Work request -
Taking the material as a whole, state how many of its lines contain "labels". Write the number and nothing more.

Exercise materials -
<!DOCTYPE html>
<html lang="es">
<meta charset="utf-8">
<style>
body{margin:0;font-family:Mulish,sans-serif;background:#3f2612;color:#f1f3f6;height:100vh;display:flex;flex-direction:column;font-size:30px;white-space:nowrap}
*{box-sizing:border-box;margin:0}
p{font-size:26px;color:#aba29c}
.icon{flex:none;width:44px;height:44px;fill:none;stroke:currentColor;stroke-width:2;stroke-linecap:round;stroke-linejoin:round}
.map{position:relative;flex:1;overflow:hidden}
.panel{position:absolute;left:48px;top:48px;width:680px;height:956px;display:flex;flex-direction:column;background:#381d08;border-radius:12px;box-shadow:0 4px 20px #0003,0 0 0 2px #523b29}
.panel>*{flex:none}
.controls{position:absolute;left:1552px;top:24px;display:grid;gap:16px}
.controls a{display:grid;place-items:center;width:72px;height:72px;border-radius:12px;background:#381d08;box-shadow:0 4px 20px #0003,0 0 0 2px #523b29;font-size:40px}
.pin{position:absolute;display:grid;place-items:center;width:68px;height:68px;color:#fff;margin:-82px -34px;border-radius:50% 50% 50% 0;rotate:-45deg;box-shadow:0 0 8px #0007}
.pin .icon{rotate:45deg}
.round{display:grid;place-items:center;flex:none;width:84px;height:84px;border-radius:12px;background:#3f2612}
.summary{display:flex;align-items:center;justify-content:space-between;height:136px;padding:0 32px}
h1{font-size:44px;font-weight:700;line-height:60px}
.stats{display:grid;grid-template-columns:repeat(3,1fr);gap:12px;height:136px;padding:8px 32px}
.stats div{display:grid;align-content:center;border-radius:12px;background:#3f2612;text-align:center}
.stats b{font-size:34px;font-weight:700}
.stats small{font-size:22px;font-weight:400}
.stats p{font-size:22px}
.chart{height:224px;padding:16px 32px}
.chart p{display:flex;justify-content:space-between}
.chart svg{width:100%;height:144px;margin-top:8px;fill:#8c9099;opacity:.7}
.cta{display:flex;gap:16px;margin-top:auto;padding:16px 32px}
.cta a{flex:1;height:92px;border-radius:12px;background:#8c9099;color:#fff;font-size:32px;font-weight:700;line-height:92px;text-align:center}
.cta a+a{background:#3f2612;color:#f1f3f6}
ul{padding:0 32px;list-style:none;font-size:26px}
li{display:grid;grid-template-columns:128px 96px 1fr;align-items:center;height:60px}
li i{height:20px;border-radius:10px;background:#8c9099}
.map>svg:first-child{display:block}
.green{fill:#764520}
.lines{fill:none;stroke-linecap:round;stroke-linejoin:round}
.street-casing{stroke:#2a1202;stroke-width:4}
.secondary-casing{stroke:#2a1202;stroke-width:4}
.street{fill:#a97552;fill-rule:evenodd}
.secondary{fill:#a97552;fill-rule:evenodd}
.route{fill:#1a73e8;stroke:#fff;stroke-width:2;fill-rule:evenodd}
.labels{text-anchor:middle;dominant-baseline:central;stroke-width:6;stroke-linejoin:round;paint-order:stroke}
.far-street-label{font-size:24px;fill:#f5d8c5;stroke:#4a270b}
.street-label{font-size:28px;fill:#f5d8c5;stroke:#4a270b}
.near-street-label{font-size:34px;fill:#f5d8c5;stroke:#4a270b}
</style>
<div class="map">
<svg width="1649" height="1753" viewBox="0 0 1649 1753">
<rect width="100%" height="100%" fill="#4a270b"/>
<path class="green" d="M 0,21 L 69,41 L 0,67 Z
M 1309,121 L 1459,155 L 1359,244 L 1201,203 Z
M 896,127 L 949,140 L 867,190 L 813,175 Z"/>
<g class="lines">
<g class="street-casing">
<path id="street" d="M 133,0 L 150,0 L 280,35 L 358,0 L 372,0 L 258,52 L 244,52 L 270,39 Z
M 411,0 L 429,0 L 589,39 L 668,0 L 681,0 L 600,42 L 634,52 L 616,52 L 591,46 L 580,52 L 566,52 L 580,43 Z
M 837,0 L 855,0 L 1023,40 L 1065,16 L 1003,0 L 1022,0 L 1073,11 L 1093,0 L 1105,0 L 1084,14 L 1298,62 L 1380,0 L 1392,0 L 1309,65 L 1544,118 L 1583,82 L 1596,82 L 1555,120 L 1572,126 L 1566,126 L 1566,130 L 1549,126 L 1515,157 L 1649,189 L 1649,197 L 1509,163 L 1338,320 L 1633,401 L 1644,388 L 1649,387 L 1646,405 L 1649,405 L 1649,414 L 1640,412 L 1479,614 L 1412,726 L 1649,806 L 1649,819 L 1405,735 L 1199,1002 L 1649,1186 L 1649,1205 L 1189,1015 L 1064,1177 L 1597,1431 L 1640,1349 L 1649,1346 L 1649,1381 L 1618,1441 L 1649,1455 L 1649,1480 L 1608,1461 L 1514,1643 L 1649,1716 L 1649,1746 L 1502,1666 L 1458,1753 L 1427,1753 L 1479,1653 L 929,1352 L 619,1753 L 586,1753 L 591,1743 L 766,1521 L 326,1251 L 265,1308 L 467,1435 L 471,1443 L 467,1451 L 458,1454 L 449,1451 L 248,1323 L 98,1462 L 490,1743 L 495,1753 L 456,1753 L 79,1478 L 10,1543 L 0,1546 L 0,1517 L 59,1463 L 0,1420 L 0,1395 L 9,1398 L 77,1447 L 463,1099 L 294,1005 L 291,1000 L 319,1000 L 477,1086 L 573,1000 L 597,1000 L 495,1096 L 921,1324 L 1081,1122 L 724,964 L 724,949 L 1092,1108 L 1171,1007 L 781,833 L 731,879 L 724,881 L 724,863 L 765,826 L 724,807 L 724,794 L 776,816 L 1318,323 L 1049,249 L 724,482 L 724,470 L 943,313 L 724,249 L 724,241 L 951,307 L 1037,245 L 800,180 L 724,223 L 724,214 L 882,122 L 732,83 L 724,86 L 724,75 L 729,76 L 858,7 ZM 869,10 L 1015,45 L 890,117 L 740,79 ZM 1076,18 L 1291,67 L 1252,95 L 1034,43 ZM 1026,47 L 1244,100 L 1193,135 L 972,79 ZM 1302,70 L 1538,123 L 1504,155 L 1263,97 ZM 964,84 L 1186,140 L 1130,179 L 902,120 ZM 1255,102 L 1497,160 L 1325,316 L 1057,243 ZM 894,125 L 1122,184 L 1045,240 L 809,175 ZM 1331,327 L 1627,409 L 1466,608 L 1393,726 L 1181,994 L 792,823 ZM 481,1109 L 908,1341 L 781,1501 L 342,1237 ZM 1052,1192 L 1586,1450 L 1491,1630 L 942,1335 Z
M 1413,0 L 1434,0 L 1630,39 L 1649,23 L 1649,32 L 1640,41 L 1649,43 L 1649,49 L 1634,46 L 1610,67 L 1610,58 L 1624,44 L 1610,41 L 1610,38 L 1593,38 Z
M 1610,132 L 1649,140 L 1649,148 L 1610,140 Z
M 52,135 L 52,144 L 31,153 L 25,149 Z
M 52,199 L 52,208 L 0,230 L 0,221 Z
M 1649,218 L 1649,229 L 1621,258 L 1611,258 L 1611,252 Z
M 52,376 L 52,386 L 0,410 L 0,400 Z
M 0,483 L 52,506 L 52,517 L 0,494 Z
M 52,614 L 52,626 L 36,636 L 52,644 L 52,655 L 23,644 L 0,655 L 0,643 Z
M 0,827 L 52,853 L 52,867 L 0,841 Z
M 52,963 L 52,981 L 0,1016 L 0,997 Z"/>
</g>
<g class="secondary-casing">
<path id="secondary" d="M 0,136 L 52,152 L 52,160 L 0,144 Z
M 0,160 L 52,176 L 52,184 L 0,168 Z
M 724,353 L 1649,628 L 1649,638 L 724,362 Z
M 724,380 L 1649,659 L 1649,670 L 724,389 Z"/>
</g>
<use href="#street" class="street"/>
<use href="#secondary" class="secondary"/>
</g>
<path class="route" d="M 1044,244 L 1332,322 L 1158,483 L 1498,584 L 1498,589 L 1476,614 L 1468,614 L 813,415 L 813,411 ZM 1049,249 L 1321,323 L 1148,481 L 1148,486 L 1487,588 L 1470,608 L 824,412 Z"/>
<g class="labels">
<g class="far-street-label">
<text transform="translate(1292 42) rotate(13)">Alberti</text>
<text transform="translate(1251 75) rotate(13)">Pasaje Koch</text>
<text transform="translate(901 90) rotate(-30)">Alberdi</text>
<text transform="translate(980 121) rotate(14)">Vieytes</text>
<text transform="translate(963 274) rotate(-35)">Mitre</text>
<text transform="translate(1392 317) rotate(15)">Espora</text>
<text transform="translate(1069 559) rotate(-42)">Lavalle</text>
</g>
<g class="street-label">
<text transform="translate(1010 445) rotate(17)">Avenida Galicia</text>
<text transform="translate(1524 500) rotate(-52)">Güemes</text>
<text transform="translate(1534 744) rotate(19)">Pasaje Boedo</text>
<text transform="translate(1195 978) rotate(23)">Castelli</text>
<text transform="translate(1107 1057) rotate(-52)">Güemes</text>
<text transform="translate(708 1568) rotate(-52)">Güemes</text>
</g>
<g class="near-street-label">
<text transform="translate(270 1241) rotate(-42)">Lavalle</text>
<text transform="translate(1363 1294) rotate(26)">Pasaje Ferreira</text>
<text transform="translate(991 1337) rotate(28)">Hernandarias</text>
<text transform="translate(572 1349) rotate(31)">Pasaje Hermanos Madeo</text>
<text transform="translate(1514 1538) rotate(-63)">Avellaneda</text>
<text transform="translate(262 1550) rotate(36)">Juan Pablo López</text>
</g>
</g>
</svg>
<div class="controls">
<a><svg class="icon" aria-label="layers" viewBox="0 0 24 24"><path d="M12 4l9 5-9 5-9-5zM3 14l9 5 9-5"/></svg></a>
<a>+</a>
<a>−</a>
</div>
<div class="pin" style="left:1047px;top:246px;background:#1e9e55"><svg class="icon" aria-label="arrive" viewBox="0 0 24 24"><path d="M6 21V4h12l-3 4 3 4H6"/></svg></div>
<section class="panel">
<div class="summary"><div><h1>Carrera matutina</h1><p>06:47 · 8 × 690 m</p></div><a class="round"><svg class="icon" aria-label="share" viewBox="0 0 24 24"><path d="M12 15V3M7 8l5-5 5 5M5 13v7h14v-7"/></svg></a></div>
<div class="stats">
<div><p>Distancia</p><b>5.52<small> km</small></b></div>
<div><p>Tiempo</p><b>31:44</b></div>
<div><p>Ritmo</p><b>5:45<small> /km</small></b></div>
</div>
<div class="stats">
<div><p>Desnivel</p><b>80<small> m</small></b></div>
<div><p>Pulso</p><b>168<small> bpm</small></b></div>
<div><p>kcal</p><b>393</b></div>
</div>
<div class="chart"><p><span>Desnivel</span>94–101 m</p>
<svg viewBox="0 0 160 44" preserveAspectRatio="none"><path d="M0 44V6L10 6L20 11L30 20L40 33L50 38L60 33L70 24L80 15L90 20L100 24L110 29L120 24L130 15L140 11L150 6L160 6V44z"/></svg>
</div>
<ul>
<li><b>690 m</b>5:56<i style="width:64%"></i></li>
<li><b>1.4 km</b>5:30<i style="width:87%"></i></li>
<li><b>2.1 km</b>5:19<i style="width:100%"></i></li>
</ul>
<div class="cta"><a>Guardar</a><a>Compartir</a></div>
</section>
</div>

Solution for this exercise -
2